Recently, the study of extending the service life of bridges has gained attention. In Japan, periodic inspections of bridges by the close visual inspection method are conducted once every five years. This bridge inspection method needs much cost. Because of the lack of engineers and budget, some local governments couldn’t complete the bridge’s aggressive preventive maintenance in Japan. To solve those problems, studies of automation have been made to reduce the cost of the inspection task which depends on human power.
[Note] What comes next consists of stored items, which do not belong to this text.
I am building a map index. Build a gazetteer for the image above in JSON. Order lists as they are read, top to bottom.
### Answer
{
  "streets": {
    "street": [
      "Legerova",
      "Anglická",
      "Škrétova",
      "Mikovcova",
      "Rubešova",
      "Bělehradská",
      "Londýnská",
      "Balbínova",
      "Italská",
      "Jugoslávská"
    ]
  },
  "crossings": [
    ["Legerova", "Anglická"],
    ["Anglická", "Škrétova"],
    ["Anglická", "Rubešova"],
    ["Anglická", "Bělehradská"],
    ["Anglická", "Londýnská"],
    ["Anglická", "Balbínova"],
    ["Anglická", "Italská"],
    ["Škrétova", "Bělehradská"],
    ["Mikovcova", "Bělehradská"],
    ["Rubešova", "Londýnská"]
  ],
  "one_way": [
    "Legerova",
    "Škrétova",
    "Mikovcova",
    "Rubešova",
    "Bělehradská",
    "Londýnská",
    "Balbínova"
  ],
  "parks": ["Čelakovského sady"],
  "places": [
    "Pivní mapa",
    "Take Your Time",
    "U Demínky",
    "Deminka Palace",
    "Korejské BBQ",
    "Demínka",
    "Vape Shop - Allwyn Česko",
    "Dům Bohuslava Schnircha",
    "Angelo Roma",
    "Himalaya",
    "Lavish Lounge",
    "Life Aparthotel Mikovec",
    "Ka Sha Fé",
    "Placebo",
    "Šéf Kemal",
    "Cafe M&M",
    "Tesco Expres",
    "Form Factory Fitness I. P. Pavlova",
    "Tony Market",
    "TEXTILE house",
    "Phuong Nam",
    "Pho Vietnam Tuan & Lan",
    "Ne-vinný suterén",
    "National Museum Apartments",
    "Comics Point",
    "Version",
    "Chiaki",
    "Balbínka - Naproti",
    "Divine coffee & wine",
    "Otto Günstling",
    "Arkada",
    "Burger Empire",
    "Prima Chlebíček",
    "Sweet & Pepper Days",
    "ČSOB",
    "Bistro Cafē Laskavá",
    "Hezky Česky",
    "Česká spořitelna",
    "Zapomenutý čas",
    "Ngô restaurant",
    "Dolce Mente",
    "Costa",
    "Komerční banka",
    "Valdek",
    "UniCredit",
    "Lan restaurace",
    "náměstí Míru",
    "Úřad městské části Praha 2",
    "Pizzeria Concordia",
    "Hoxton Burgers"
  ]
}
Deep learning-based damage detection methods are one of the methods to reduce human power. An image processing method could detect damage from a photo image of a bridge. We focus on the state-of-the-art technology for semantic segmentation method which uses the Transformer model. This kind of method has high accuracy to detect the target from an input image. On the other hand, there is not enough discussion about the effectiveness of the size of an image for this new method. In many cases, the size of an input image is different from the assumption of the input layer of a detection model. It is necessary for preprocessing: rescale, cut out, split, and so on. Such preprocessing changes the information of an input image but there is not enough discussion about its effectiveness when using the Transformer model-based method.
In this study, we set the task of detecting the peeling and the rebar exposure on the surface image of a bridge as an evaluation. We prepared three image datasets generated from one image dataset for training detection models. Each dataset has split images generated by different split sizes. We evaluate three detection models by a suitable preprocessed input dataset for each model and compared the results.